As expected the Guinness in Ireland was smooth and creamy, and came in pint glasses. The wine experience was a little different. I took four bottles of 2002 Australian Shiraz as well a 375 ml bottle of Seppelt’s DP 59 Rare Rutherglen Tokay to share among relatives and friends. The reception these wines received was interesting. Friends from England were quite willing to taste the wines and express an opinion. But my wife’s Irish cousins seemed more interested in the alcohol content than the taste of the wines. Initially I put this down to a lack of experience with wine, after all alcohol is not the only component that goes to make a balanced and structurally sound wine.
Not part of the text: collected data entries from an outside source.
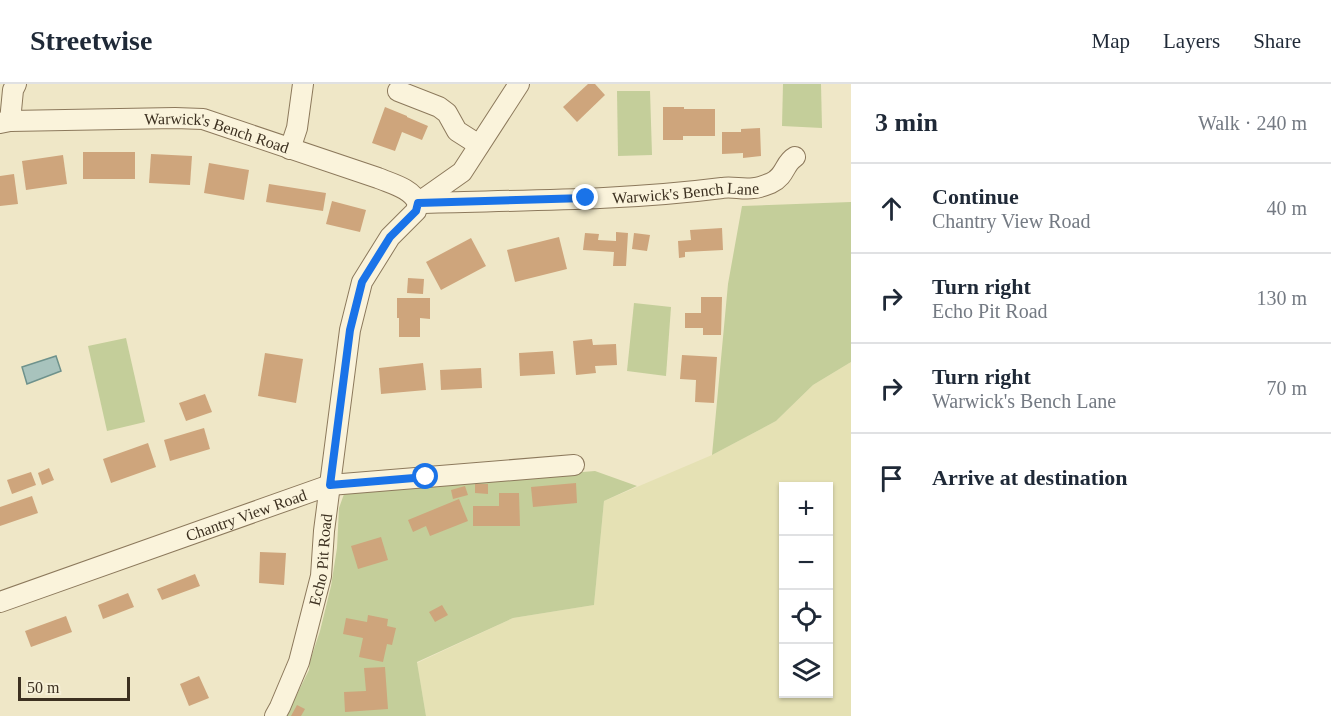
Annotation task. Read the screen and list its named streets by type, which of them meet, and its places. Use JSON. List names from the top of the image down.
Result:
{
  "streets": {
    "street": [
      "Warwick's Bench Road",
      "Warwick's Bench Lane",
      "Chantry View Road",
      "Echo Pit Road"
    ]
  },
  "crossings": [
    ["Warwick's Bench Road", "Warwick's Bench Lane"],
    ["Warwick's Bench Road", "Echo Pit Road"],
    ["Warwick's Bench Lane", "Echo Pit Road"],
    ["Chantry View Road", "Echo Pit Road"]
  ],
  "scale_bar": "50 m",
  "page": {
    "header": "Streetwise",
    "nav": ["Map", "Layers", "Share"],
    "heading": ["3 min", "Walk · 240 m"],
    "list": [
      ["Continue", "Chantry View Road", "40 m"],
      ["Turn right", "Echo Pit Road", "130 m"],
      ["Turn right", "Warwick's Bench Lane", "70 m"],
      "Arrive at destination"
    ],
    "map_buttons": ["+", "−"],
    "scale": "50 m"
  }
}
However! Toward the end of our week among the green hills and stone ruins of southwest Ireland I was asked to purchase wine for a birthday party. And this was not just any birthday party; it was the reason for being in Ireland. The wine selection would have to rise to the occasion but there was only one bottle of Aussie Shiraz left. Having seen what wines were being sold in the supermarkets I was keen to find a specialist wine store. But this is Ireland. The land of Guinness. Small villages with narrow streets. And peat-smoke filled pubs! Quality wine is it, ya say? Hmmm, let me tink now. Fortunately some of the other Americans who were visiting for the party, and were staying in GarryKennedy, had seen a wine shop, The Wine Buff, in nearby Nenagh.
A brief glance around the shelves of The Wine Buff and I knew that I wasn’t going to be buying any New World Wines. But the owner Alexis Kelly was very accommodating once she knew I liked Syrah. And she opened a couple of bottles of other wines for us to taste as well. In the end we came away with a six-pack of wines that turned out to be quite popular among the party goers. Maybe I’ll post on them in the future.
But what of the Irish and the alcohol content of wine? To try and learn more I chased down the web site for The Wine Buff because Alexis had said in passing that The Wine Buff was looking at Australia. And there it was, Update from Australia. And there it was again, the concern over high alcohol content. This time the comments were a little more informative. The alcohol level was clearly a concern but so was the heavy extraction and lack of freshness. With comments like “At this stage I have tasted about two hundred wines and there were only about six wines, maximum, that I felt like drinking” it looks like The Wine Buff won’t be a big importer of Australian wines .The price of the wines downunder also appeared to be a concern. I can understand this. The six wines we purchased from The Wine Buff were all under $20USD and only one was not good value.
And then there is Muck and Merlot! Published in 2004 this little book was written by Tom Doorley, reputedly “one of Ireland’s best-known commentators on food and wine”. My copy came from the Tall Stories book store in Kilkenny and as I leafed through a few chapters late at night in the Willowbrook B&B I began to realize that Mr Doorley was perhaps one of the reasons why the Irish look for the alcohol level before they taste. Muck and Merlot has a chapter entitled Wine Whine which covers the usual suspects but it also goes after “cult wines that are over-extracted and over-alcoholic”. Now there is nothing wrong with that notion, in fact it may well hold more than a grain of truth. Its just that the paragraph begins with quite a crippling comment on Penfold’s Grange. Red flag to an Australian! But the same paragraph also contains the comment “Whole swathes of the world’s wines are now too alcoholic for their own good, but do we hear serious objections? Not nearly enough of them.” Later in the same chapter are comments on the mafia and dead bodies in the irrigation channels of (Riverina) Australia. Well in truth there are a lot of Australians of Italian heritage there, so I suppose……
Back to some real facts about Ireland and those high alcohol Australian wines. Tom, my man, do you realize that Ireland is the sixth largest market for Australian wines? And that between the years 2002/3 and 2004/5 the volume of Australian wine sold increased by 46.5%? Someone in Ireland loves a little bit more alcohol in their wines!